Your job is to set down the stretch of entries that opens with the line containing "0 0 0 0 .09" and closes with the line containing "M524 1457 542". Keep both end lines, copy each exactly, and add nothing.

──────── MATERIAL FOR THIS TASK

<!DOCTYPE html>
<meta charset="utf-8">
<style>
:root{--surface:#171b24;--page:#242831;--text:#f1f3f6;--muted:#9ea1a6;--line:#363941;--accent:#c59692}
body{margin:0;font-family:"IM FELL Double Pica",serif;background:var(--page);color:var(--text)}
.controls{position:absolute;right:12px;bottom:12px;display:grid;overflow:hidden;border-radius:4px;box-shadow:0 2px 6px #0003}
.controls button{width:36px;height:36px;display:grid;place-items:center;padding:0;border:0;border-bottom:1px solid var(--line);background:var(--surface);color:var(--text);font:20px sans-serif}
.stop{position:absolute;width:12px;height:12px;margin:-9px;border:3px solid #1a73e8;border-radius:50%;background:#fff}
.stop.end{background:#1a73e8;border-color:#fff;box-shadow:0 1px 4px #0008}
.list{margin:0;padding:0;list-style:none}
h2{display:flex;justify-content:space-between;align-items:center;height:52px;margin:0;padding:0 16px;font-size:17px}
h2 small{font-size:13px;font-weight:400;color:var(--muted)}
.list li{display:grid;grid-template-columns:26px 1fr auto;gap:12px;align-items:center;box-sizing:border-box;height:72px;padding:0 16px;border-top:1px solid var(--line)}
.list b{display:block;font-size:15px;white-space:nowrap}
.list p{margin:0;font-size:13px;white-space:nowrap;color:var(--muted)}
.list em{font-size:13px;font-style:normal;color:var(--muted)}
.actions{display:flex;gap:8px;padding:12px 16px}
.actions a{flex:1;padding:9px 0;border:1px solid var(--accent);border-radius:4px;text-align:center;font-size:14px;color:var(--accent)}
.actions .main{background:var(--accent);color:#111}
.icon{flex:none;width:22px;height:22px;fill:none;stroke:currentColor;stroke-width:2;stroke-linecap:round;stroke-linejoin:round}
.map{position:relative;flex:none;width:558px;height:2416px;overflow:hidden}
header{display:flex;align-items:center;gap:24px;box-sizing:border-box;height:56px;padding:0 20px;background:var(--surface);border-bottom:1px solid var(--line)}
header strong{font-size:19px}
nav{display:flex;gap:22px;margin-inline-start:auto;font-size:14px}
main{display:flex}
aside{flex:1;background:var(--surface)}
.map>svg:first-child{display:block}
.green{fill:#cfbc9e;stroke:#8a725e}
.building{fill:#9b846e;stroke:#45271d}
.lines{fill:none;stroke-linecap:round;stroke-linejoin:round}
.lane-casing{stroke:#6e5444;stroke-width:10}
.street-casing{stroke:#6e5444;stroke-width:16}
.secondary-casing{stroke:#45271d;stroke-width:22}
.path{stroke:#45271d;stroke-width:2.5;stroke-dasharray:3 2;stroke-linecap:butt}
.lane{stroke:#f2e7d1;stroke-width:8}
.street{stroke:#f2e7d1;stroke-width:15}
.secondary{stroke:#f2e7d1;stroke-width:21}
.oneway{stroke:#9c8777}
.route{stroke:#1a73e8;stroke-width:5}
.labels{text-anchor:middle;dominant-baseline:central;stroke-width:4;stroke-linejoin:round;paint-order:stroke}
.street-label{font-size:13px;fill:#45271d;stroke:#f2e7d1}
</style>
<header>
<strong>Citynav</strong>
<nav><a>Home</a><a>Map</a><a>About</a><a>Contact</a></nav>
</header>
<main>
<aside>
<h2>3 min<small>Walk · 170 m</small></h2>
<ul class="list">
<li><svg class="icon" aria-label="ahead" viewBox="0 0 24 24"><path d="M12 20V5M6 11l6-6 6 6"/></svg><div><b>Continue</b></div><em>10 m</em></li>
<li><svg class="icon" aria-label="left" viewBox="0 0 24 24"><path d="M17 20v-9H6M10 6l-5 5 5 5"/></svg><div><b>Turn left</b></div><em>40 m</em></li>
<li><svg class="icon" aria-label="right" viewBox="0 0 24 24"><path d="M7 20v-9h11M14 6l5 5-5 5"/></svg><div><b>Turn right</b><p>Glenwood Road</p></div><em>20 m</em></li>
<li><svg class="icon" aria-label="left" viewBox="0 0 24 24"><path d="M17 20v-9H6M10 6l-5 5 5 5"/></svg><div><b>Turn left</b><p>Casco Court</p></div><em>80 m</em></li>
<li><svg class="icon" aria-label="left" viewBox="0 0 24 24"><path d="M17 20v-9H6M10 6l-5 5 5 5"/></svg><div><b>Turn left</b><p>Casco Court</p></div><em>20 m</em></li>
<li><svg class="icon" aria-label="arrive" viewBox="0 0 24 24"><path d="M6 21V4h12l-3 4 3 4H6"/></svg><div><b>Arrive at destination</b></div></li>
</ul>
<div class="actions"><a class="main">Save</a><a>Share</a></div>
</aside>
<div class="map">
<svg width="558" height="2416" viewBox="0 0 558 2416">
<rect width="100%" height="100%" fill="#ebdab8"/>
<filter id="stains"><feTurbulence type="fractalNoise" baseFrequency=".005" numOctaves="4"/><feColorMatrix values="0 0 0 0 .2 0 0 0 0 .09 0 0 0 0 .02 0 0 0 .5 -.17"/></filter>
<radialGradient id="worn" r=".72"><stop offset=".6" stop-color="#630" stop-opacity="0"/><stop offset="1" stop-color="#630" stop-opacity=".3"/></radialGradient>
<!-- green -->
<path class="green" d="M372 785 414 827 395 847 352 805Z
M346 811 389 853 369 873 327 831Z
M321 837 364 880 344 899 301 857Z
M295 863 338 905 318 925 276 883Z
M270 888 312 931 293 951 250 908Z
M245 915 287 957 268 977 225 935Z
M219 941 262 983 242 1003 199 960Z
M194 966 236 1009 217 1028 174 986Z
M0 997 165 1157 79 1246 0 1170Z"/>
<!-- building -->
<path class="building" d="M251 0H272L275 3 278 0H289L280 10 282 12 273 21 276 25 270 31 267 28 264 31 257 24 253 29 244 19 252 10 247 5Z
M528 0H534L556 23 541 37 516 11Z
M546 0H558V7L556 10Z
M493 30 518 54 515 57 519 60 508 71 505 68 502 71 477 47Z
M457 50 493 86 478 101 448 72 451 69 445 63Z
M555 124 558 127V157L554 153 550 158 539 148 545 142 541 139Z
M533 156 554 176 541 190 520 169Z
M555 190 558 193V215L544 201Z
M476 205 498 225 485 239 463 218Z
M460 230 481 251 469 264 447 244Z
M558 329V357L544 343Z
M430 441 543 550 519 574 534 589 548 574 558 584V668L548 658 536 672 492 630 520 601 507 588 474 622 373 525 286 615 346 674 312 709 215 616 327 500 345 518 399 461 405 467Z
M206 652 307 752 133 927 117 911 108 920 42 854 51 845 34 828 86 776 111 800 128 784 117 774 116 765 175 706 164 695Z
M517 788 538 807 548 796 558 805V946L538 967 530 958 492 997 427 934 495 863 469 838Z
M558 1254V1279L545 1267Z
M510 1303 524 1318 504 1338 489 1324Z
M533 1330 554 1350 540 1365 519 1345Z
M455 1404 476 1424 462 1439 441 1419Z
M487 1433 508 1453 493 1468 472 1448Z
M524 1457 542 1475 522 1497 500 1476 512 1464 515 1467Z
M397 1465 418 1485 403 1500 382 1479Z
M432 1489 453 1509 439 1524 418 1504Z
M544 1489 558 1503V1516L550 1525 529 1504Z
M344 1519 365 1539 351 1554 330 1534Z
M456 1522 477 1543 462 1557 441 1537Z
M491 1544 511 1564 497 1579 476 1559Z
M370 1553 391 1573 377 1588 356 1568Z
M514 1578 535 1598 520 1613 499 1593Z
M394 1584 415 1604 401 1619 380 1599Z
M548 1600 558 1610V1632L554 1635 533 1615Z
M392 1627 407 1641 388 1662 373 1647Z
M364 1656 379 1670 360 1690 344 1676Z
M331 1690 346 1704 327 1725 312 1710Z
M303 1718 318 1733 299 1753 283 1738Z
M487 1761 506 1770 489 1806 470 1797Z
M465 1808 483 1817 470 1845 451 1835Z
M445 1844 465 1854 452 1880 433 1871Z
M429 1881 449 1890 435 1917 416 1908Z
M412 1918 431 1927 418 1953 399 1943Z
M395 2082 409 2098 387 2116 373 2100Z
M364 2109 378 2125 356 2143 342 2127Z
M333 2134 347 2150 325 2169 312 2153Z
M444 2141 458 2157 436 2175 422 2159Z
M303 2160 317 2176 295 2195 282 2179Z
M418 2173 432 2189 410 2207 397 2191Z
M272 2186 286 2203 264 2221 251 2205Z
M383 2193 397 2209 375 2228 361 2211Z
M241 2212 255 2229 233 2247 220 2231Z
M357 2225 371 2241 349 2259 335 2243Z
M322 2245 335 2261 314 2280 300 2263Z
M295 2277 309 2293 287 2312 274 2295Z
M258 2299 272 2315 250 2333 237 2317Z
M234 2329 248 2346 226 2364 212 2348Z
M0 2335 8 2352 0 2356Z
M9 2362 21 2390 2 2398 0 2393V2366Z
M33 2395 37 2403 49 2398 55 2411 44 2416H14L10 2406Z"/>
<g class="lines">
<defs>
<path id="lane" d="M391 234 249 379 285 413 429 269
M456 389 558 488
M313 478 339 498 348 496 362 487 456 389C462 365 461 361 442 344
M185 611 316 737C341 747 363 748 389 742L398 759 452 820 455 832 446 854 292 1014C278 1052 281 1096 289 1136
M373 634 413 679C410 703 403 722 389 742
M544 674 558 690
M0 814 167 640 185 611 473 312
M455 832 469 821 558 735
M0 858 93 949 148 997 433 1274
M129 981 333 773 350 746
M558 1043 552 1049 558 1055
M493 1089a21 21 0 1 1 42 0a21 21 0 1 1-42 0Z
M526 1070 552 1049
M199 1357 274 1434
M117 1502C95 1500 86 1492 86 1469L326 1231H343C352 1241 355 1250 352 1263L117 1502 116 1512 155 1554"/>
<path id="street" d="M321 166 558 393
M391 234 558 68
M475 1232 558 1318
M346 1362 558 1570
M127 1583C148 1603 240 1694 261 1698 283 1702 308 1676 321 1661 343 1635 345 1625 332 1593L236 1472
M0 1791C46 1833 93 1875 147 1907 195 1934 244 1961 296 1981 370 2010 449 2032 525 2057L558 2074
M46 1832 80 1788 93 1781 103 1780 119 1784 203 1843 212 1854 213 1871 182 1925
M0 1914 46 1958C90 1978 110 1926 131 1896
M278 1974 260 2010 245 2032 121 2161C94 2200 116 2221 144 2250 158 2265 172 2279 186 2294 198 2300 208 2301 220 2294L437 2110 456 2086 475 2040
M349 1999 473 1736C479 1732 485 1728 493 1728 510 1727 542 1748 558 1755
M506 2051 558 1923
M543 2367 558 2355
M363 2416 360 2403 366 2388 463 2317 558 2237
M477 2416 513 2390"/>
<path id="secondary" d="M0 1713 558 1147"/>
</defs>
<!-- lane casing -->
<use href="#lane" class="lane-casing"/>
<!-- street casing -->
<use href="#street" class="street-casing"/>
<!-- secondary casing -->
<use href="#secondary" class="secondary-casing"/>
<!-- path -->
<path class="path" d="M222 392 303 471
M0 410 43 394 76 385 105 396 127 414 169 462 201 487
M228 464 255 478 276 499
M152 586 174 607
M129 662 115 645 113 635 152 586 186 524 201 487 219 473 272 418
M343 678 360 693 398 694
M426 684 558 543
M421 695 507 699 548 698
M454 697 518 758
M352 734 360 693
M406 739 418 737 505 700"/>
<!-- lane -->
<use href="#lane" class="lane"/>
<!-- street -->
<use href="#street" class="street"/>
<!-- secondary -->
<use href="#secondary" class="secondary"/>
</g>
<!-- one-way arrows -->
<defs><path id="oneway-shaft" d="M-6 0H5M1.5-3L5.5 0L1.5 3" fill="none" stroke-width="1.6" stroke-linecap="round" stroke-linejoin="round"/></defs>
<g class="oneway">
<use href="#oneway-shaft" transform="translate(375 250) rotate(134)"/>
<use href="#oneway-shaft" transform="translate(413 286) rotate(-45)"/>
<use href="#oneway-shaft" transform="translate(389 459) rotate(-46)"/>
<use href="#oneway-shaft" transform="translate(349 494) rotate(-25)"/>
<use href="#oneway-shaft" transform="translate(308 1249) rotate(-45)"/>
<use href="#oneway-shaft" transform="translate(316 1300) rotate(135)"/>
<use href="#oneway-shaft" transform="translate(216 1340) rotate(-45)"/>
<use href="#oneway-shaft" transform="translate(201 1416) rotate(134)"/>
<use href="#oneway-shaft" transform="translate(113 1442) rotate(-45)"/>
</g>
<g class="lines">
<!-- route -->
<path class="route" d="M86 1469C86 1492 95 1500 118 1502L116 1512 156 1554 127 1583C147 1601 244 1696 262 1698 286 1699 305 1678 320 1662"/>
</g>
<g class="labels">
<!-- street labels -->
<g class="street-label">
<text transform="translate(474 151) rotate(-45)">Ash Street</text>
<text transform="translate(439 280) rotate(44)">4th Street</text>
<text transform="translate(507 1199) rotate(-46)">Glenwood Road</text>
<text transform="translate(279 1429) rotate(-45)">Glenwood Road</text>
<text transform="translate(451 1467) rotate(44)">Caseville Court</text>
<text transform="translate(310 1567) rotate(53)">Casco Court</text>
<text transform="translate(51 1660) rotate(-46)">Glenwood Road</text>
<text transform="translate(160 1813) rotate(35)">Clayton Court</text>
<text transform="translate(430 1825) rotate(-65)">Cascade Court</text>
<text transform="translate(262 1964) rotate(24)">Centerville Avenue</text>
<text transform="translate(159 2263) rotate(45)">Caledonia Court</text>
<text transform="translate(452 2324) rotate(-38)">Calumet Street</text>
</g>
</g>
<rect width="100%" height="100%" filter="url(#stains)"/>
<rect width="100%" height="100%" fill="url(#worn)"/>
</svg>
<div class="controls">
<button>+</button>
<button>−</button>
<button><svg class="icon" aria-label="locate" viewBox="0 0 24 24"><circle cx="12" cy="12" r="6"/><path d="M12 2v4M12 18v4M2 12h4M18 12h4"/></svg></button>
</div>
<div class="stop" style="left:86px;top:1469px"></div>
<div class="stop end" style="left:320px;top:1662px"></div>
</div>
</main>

────────────────

**RESULT FOR THIS EXERCISE**
<filter id="stains"><feTurbulence type="fractalNoise" baseFrequency=".005" numOctaves="4"/><feColorMatrix values="0 0 0 0 .2 0 0 0 0 .09 0 0 0 0 .02 0 0 0 .5 -.17"/></filter>
<radialGradient id="worn" r=".72"><stop offset=".6" stop-color="#630" stop-opacity="0"/><stop offset="1" stop-color="#630" stop-opacity=".3"/></radialGradient>
<!-- green -->
<path class="green" d="M372 785 414 827 395 847 352 805Z
M346 811 389 853 369 873 327 831Z
M321 837 364 880 344 899 301 857Z
M295 863 338 905 318 925 276 883Z
M270 888 312 931 293 951 250 908Z
M245 915 287 957 268 977 225 935Z
M219 941 262 983 242 1003 199 960Z
M194 966 236 1009 217 1028 174 986Z
M0 997 165 1157 79 1246 0 1170Z"/>
<!-- building -->
<path class="building" d="M251 0H272L275 3 278 0H289L280 10 282 12 273 21 276 25 270 31 267 28 264 31 257 24 253 29 244 19 252 10 247 5Z
M528 0H534L556 23 541 37 516 11Z
M546 0H558V7L556 10Z
M493 30 518 54 515 57 519 60 508 71 505 68 502 71 477 47Z
M457 50 493 86 478 101 448 72 451 69 445 63Z
M555 124 558 127V157L554 153 550 158 539 148 545 142 541 139Z
M533 156 554 176 541 190 520 169Z
M555 190 558 193V215L544 201Z
M476 205 498 225 485 239 463 218Z
M460 230 481 251 469 264 447 244Z
M558 329V357L544 343Z
M430 441 543 550 519 574 534 589 548 574 558 584V668L548 658 536 672 492 630 520 601 507 588 474 622 373 525 286 615 346 674 312 709 215 616 327 500 345 518 399 461 405 467Z
M206 652 307 752 133 927 117 911 108 920 42 854 51 845 34 828 86 776 111 800 128 784 117 774 116 765 175 706 164 695Z
M517 788 538 807 548 796 558 805V946L538 967 530 958 492 997 427 934 495 863 469 838Z
M558 1254V1279L545 1267Z
M510 1303 524 1318 504 1338 489 1324Z
M533 1330 554 1350 540 1365 519 1345Z
M455 1404 476 1424 462 1439 441 1419Z
M487 1433 508 1453 493 1468 472 1448Z
M524 1457 542 1475 522 1497 500 1476 512 1464 515 1467Z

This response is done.